* **DATA RECORDS**
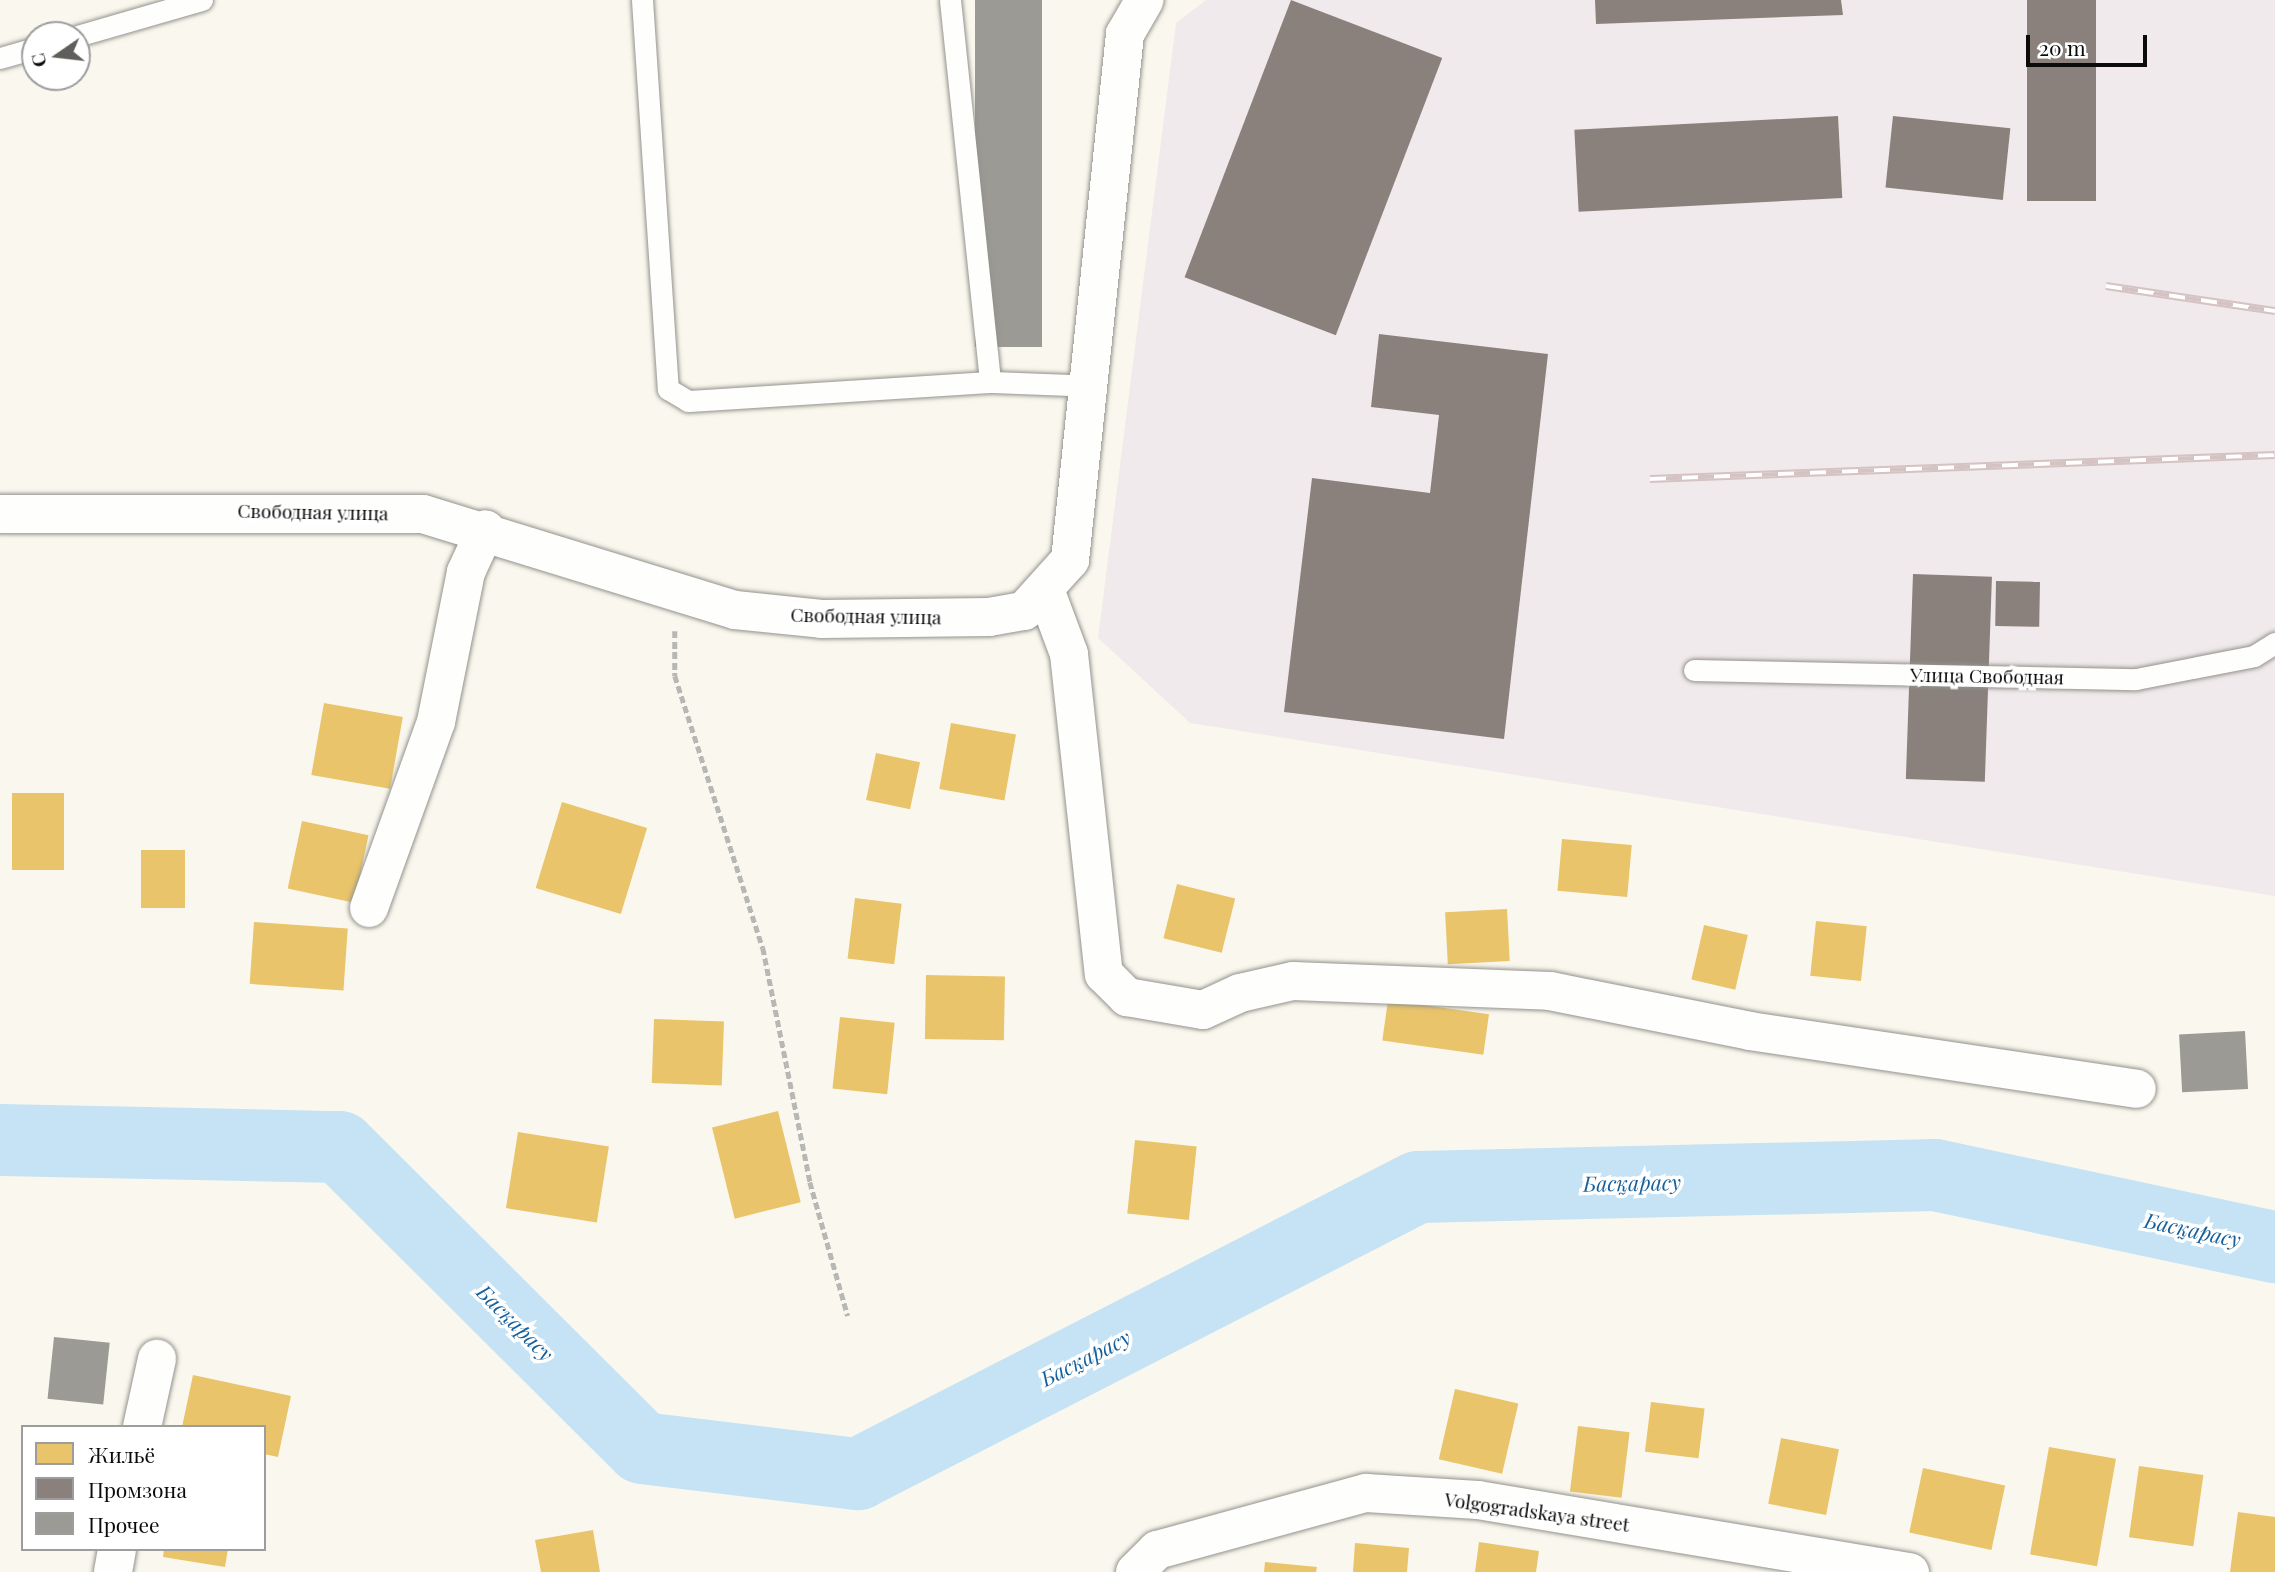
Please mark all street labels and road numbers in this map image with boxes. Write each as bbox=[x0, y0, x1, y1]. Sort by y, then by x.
street label: Свободная улица bbox=[237, 499, 389, 525]
street label: Свободная улица bbox=[790, 603, 942, 629]
street label: Улица Свободная bbox=[1910, 663, 2064, 689]
street label: Volgogradskaya street bbox=[1443, 1488, 1631, 1536]

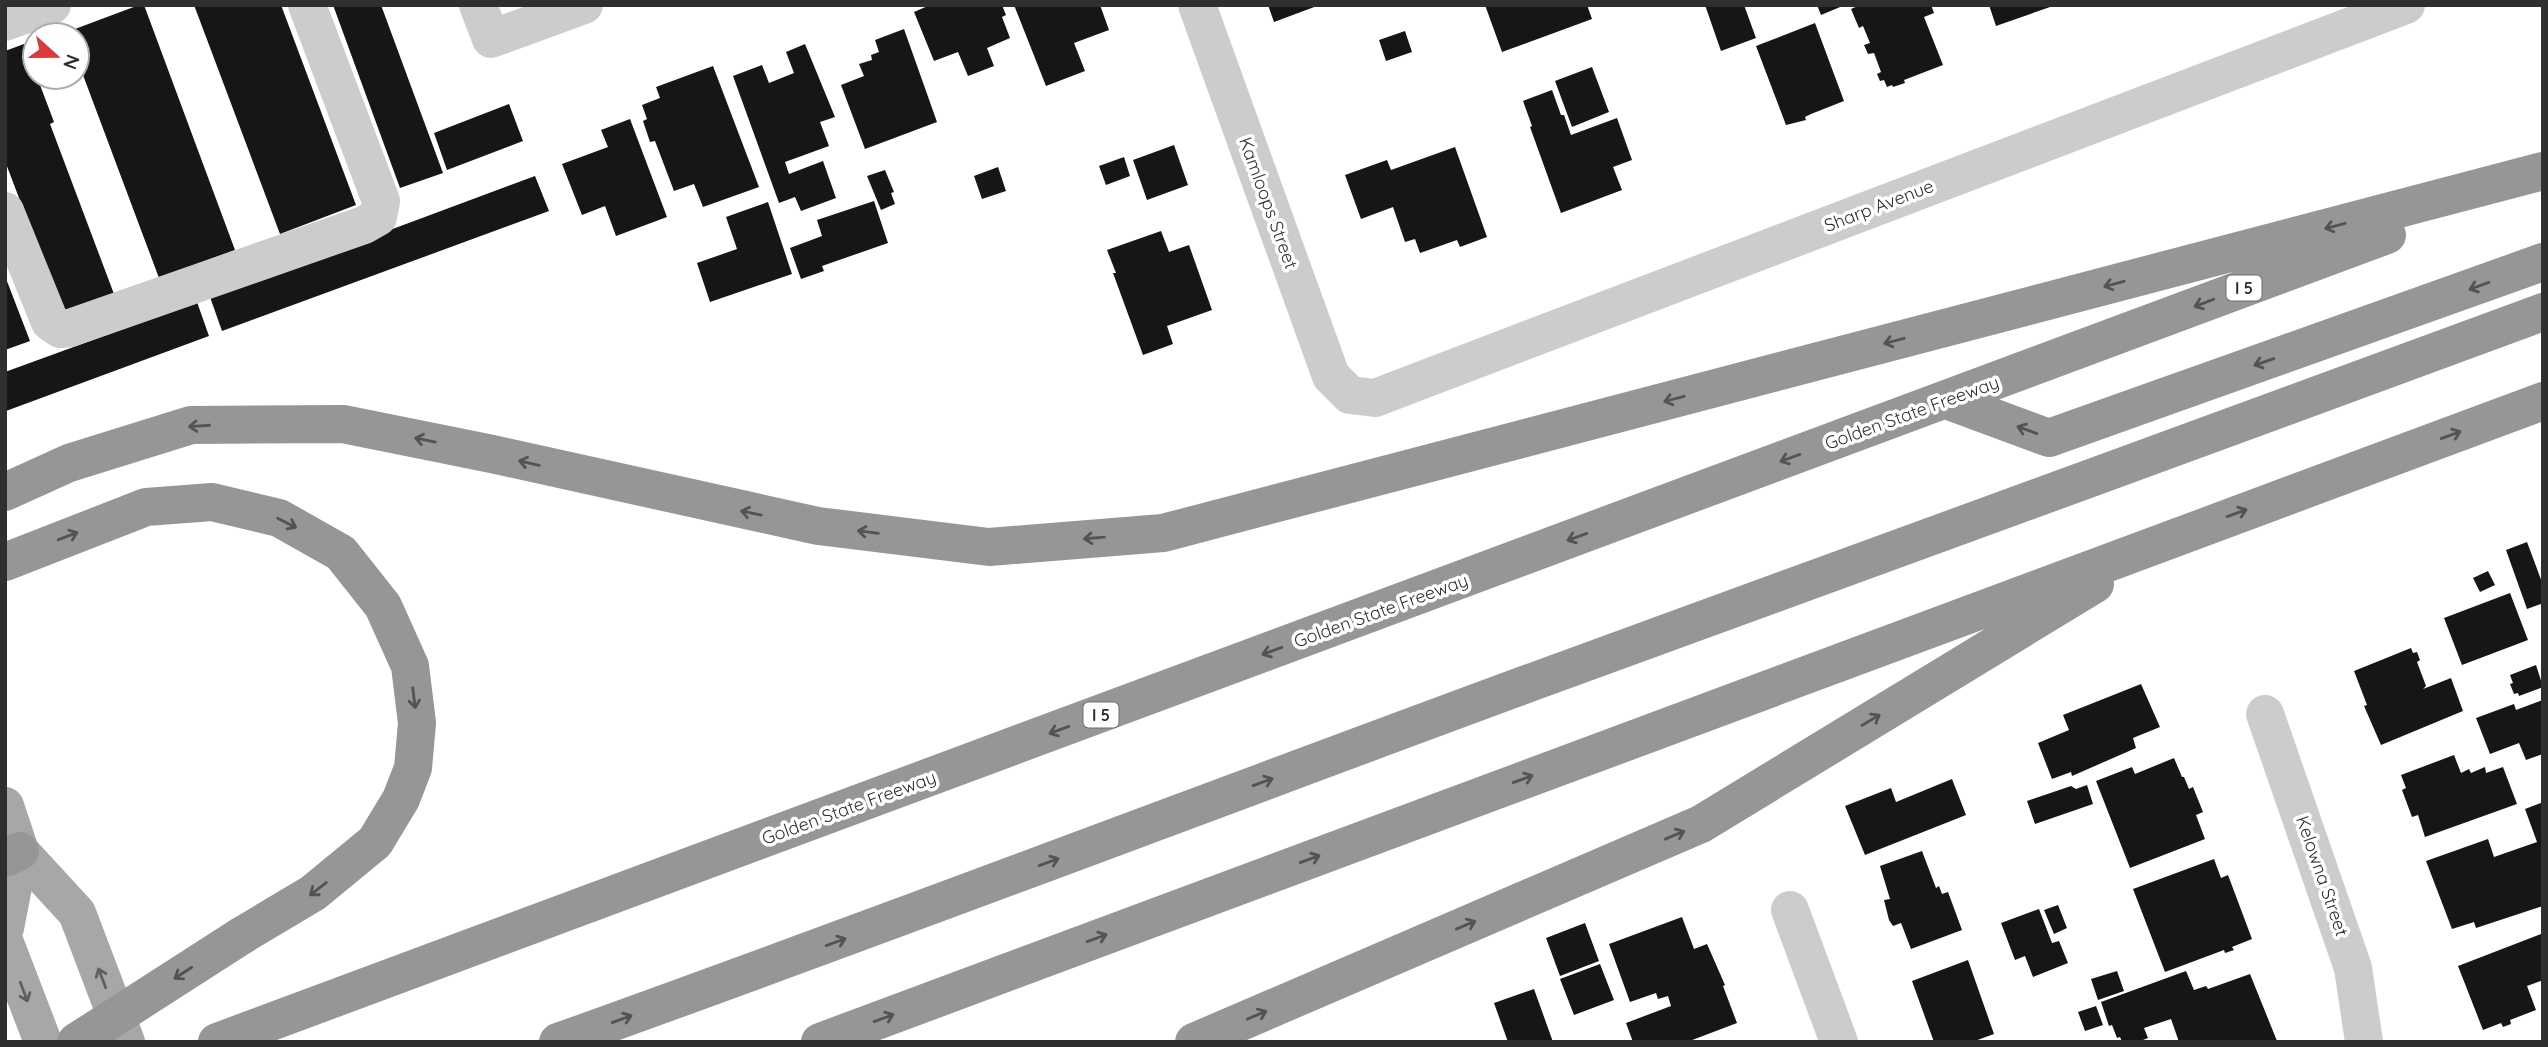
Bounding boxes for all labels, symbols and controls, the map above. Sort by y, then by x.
north arrow [21,21,91,91]
text: N [58,51,86,73]
street label: Kamloops Street [1234,134,1303,272]
street label: Sharp Avenue [1821,174,1937,237]
one-way arrow [2324,220,2346,233]
road number: I 5 [2226,276,2262,300]
one-way arrow [2104,278,2126,291]
one-way arrow [2468,280,2490,293]
one-way arrow [2193,298,2215,311]
one-way arrow [1884,335,1906,348]
one-way arrow [2254,357,2276,369]
street label: Golden State Freeway [1822,370,2002,455]
one-way arrow [1663,393,1686,406]
one-way arrow [188,419,211,432]
one-way arrow [2017,423,2038,436]
one-way arrow [2439,428,2461,440]
one-way arrow [414,433,437,447]
one-way arrow [1780,453,1802,465]
one-way arrow [518,455,541,469]
one-way arrow [740,505,763,519]
one-way arrow [2226,506,2248,519]
one-way arrow [276,516,297,530]
one-way arrow [857,526,880,539]
one-way arrow [57,529,79,541]
one-way arrow [1084,532,1106,545]
one-way arrow [1567,532,1589,545]
street label: Golden State Freeway [1291,568,1471,653]
one-way arrow [1262,646,1283,658]
one-way arrow [407,686,420,709]
road number: I 5 [1084,702,1118,728]
one-way arrow [1861,713,1880,728]
one-way arrow [1048,725,1070,738]
street label: Golden State Freeway [759,765,939,850]
one-way arrow [1512,772,1534,785]
one-way arrow [1251,775,1273,788]
street label: Kelowna Street [2291,813,2354,939]
one-way arrow [1663,828,1685,841]
one-way arrow [1299,852,1321,864]
one-way arrow [1038,855,1060,867]
one-way arrow [309,881,328,896]
one-way arrow [1454,918,1476,931]
one-way arrow [1086,931,1108,944]
one-way arrow [825,934,847,947]
one-way arrow [174,966,194,980]
one-way arrow [94,967,107,989]
one-way arrow [19,981,31,1003]
one-way arrow [1245,1008,1267,1021]
one-way arrow [873,1011,894,1023]
one-way arrow [611,1012,633,1024]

* **INSTRUCTIONS FOR THE TASK**
Reproduce the whole listing verbatim. Pictures stay out of the copy.

* **OUTPUT FOR THIS EXERCISE**
Please mark all street labels and road numbers in this map image with boxes. Write each as bbox=[x0, y0, x1, y1]. Sort by y, then by x.
street label: Свободная улица bbox=[237, 499, 389, 525]
street label: Свободная улица bbox=[790, 603, 942, 629]
street label: Улица Свободная bbox=[1910, 663, 2064, 689]
street label: Volgogradskaya street bbox=[1443, 1488, 1631, 1536]

Bounding boxes for all labels, symbols and controls, the map above. Sort by y, then by x.
north arrow [21,21,91,91]
text: N [58,51,86,73]
street label: Kamloops Street [1234,134,1303,272]
street label: Sharp Avenue [1821,174,1937,237]
one-way arrow [2324,220,2346,233]
road number: I 5 [2226,276,2262,300]
one-way arrow [2104,278,2126,291]
one-way arrow [2468,280,2490,293]
one-way arrow [2193,298,2215,311]
one-way arrow [1884,335,1906,348]
one-way arrow [2254,357,2276,369]
street label: Golden State Freeway [1822,370,2002,455]
one-way arrow [1663,393,1686,406]
one-way arrow [188,419,211,432]
one-way arrow [2017,423,2038,436]
one-way arrow [2439,428,2461,440]
one-way arrow [414,433,437,447]
one-way arrow [1780,453,1802,465]
one-way arrow [518,455,541,469]
one-way arrow [740,505,763,519]
one-way arrow [2226,506,2248,519]
one-way arrow [276,516,297,530]
one-way arrow [857,526,880,539]
one-way arrow [57,529,79,541]
one-way arrow [1084,532,1106,545]
one-way arrow [1567,532,1589,545]
street label: Golden State Freeway [1291,568,1471,653]
one-way arrow [1262,646,1283,658]
one-way arrow [407,686,420,709]
road number: I 5 [1084,702,1118,728]
one-way arrow [1861,713,1880,728]
one-way arrow [1048,725,1070,738]
street label: Golden State Freeway [759,765,939,850]
one-way arrow [1512,772,1534,785]
one-way arrow [1251,775,1273,788]
street label: Kelowna Street [2291,813,2354,939]
one-way arrow [1663,828,1685,841]
one-way arrow [1299,852,1321,864]
one-way arrow [1038,855,1060,867]
one-way arrow [309,881,328,896]
one-way arrow [1454,918,1476,931]
one-way arrow [1086,931,1108,944]
one-way arrow [825,934,847,947]
one-way arrow [174,966,194,980]
one-way arrow [94,967,107,989]
one-way arrow [19,981,31,1003]
one-way arrow [1245,1008,1267,1021]
one-way arrow [873,1011,894,1023]
one-way arrow [611,1012,633,1024]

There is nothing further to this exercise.